The confirmation came in a blog post from Sprint CTO John Saw, who titled the blog post "Protecting the 97%" and outlined the specifics of how Sprint will throttle its users.

While some might be frustrated at Sprint seemingly changing its mind, Sprint is being pretty generous compared with other companies, setting 23 GB as the threshold that customers need to cross before the throttling will kick in. Even then, Sprint will only throttle customers when a particular cell tower is being strained a little too hard.

The news comes a few months after Sprint was criticized for trying to limit how much data customers could use for things like streaming video, even though it advertised its data plans as being unlimited. At least now the company is being more transparent about its data-throttling practices.

Of course, hitting the 23 GB data-use threshold is no small feat—it would require users to stream all five seasons of Game of Thrones in order to hit the limit, as CNET points out.

The decision is a reversal from the decision Sprint made back in June, saying that it would stop throttling its customers.

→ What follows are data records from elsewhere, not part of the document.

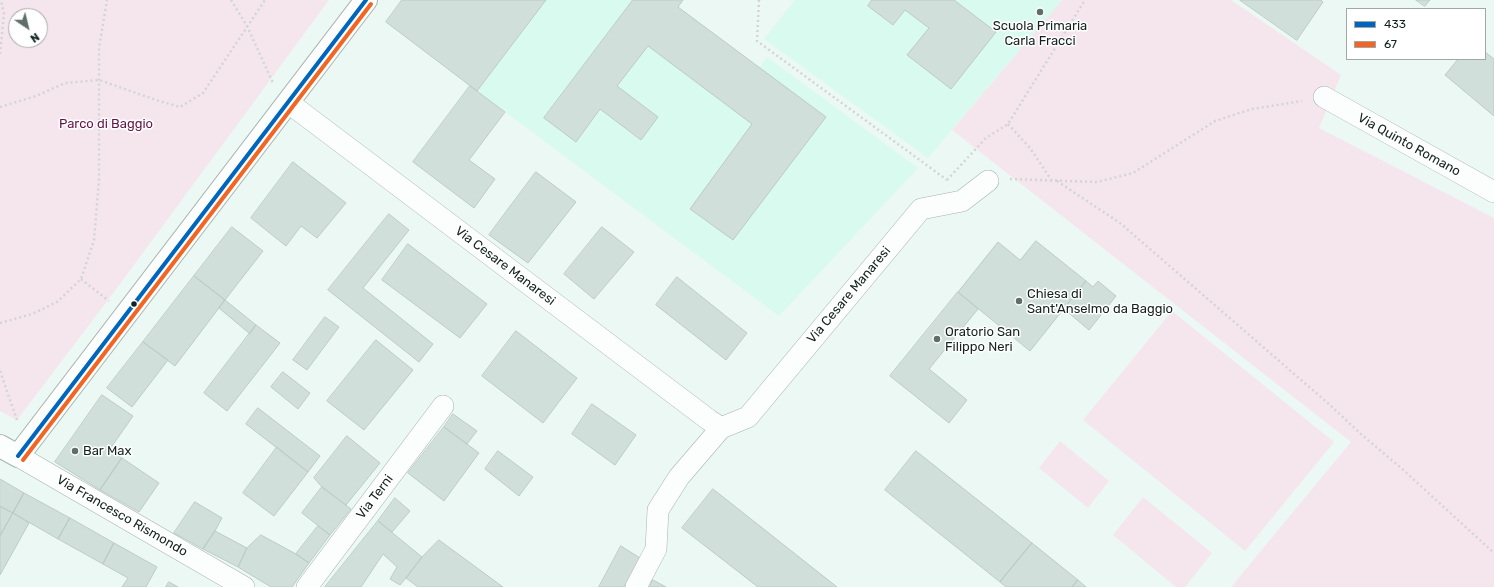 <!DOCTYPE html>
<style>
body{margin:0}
#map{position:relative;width:1494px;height:587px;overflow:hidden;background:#ebf8f4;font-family:Rubik,sans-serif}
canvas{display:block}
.legend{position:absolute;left:1346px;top:8px;width:140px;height:52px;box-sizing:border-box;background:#fff;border:1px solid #a1a7a5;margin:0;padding:5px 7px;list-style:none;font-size:12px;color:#14231f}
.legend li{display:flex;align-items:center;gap:8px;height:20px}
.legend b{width:20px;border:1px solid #a1a7a5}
.north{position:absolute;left:8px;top:8px;width:40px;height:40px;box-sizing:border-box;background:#fff;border:1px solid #a1a7a5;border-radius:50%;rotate:145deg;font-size:11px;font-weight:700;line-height:16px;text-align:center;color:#14231f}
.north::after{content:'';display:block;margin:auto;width:14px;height:18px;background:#5f6e6a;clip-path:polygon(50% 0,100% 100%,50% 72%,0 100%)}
</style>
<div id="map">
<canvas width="1494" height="587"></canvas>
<ul class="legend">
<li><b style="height:5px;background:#0065bd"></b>433</li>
<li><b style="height:5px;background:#f26522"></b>67</li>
</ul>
<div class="north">N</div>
</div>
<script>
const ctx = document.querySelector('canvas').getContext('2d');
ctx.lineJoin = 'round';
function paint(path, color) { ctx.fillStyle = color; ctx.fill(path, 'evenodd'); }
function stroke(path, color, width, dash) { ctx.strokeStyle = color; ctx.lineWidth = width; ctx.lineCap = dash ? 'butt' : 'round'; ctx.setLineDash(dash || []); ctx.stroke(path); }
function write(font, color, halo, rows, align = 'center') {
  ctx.font = font + ' Rubik,sans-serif'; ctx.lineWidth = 3; ctx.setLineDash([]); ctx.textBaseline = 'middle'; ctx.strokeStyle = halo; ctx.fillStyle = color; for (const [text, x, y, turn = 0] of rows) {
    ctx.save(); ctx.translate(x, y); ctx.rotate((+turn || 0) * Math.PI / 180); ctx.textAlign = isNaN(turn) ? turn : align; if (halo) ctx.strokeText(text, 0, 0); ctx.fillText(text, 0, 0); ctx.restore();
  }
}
const built = new Path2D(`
 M546,0H683L678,7L759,68L767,57L918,168L779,316L477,91Z
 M795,0H1062L928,158L764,39Z`);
const green = new Path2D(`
 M0,0H329L117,288L17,420L0,411ZM16,16H40V40H16Z
 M1062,0H1231L1341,75L1319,128L1494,218V587H1231L1351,442L952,130Z
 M1172,311L1334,442L1245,551L1083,420Z
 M1060,441L1109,481L1088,508L1039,468Z
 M1143,497L1212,553L1185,587H1176L1113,535Z`);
const building = new Path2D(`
 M402,0H546L477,91L386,22Z
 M633,0H683L678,7L826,117L733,240L690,209L752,124L648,46L617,86L658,117L641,140L600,109L576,142L544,118Z
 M872,0H954L996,32L951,89L907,55L929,28L905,10L893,25L868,6Z
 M1240,0H1321L1323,2L1297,40Z
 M1416,0H1430L1425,6Z
 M1485,52L1494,59V116L1445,75L1458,59H1485Z
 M470,86L505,112L469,160L495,179L474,208L413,162Z
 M293,162L346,203L317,238L301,226L286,246L251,218Z
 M536,172L576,202L528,263L489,235Z
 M389,214L409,230L363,288L433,344L419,362L328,290Z
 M232,227L263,251L225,300L194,276Z
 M602,227L634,252L594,299L564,274Z
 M1036,241L1086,281L1030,351L958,292L998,242L1020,260Z
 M408,244L487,304L460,338L382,280Z
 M194,276L225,300L175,366L143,342Z
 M677,277L747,333L726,360L656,305Z
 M1086,281L1093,287L1098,281L1116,296L1089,330L1064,309Z
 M958,292L978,309L929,369L967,400L949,423L890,376Z
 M225,300L256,325L250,334L219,308Z
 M325,317L339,327L307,370L293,360Z
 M256,325L280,343L227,411L204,393Z
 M516,331L577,378L543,423L482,376Z
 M376,340L413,370L364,430L327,401Z
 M143,342L168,360L132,407L107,388Z
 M283,372L310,393L298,409L271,387Z
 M102,395L133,416L110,449L122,458L100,490L55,462Z
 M592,404L636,435L615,465L572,434Z
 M258,408L320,456L308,472L246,424Z
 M453,414L477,431L467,444L444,427Z
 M444,427L479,453L444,501L408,473Z
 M347,436L380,463L346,505L322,487L314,478Z
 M277,447L308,472L274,516L243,493Z
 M498,451L533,477L519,496L485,469Z
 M916,451L1032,543L1000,582L885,490Z
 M122,458L159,483L139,512L100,490Z
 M0,479L24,493L13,513L0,506Z
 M322,487L351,509L330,535L302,513Z
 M713,489L837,587H758L682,528Z
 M24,493L70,518L58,539L13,513Z
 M395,498L410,511L392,532L378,521Z
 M195,502L222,518L215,531L203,549L174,533Z
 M1,507L13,513L0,536V509Z
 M13,513L29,523L0,575V536Z
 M70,518L114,543L103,564L58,539Z
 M378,521L422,557L406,578L400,585L390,579L397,567L383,554L361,587H325Z
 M318,526L330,535L309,563L296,554Z
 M215,531L247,548L238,567L203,549Z
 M261,535L296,554L309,563L292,587H271L238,567L247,548Z
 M439,540L503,587H418L406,578L422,557Z
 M114,543L157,567L146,587H122L128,578L103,564Z
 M1032,543L1078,580L1072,587H1006L1000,582Z
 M621,546L640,558L624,587H599Z
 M653,580L666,587H650Z
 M1078,580L1086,587H1072Z
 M169,582L178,587H166Z`);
const path = new Path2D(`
 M231,0L247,26L273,83
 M759,0L757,41L947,180
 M0,54L4,14L1,0
 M0,107L36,96L65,83L99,80L156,100L180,107L203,93L265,0
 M1008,124L1030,148L1052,181
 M1010,179L1097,182L1133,173L1215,121L1252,109L1302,101
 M947,180L986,138L1008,124L1085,0
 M1057,181L1120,223L1330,405L1362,435L1400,467L1494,553
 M81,279L109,301
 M0,323L32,314L57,302L81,279L94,240L99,180V48L107,0
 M0,371L17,420`);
const minor = new Path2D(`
 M1324,97L1494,192
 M289,103L709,420L721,428
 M18,456L244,587
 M307,587L443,406
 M636,587L656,549L658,510L679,477L721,428L748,417L921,209L962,201L988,181`);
const tertiary = new Path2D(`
 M0,446L18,456L366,0`);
const bus1 = new Path2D(`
 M18,456L366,0`);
const bus2 = new Path2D(`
 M23,460L371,4`);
const markers = [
 [1040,12,4,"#5f6e6a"],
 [1019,301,4,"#5f6e6a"],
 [134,304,3.5,"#14231f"],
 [937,339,4,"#5f6e6a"],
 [75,451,4,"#5f6e6a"]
];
const poiNames = [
 ["Scuola Primaria",1040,26,"center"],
 ["Carla Fracci",1040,41,"center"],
 ["Chiesa di",1027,294],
 ["Sant'Anselmo da Baggio",1027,309],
 ["Oratorio San",945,332],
 ["Filippo Neri",945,347],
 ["Bar Max",83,451]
];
const parkNames = [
 ["Parco di Baggio",106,124]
];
const streetNames = [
 ["Via Quinto Romano",1409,145,29],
 ["Via Cesare Manaresi",505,266,37],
 ["Via Cesare Manaresi",849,295,-50],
 ["Via Terni",375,497,-53],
 ["Via Francesco Rismondo",122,516,30]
];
paint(built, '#d8faef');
paint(green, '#f5e6ee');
paint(building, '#d1dfdb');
stroke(building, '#bdcbc6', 1);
stroke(minor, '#a6b3af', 22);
stroke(tertiary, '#a6b3af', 24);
stroke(path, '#d2d5d4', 2.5, [2, 3]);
stroke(minor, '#fcfefd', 21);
stroke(tertiary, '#fcfefd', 22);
stroke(bus1, '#0065bd', 4);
stroke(bus2, '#f26522', 4);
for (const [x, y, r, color] of markers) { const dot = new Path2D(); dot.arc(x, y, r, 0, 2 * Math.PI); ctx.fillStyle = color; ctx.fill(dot); stroke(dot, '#fff', 1.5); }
write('13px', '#14231f', '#fff', poiNames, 'left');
write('13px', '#641446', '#fff', parkNames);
write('13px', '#14231f', '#fff', streetNames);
</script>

This was, of course, around the time of the controversy surrounding net neutrality, which ended up classifying Sprint as a common carrier under Title II, blocking the company from being able to tweak customers' data connections.

T-Mobile also throttles its users after 23 GB of data usage, and both AT&T and Verizon cut their unlimited data plans, making the discussion about throttling a little less important.

It's important to note that Sprint customers will still be able to use as much data as they want when on unlimited data plans, it's just that their data speeds might slow down a little after 23 GB.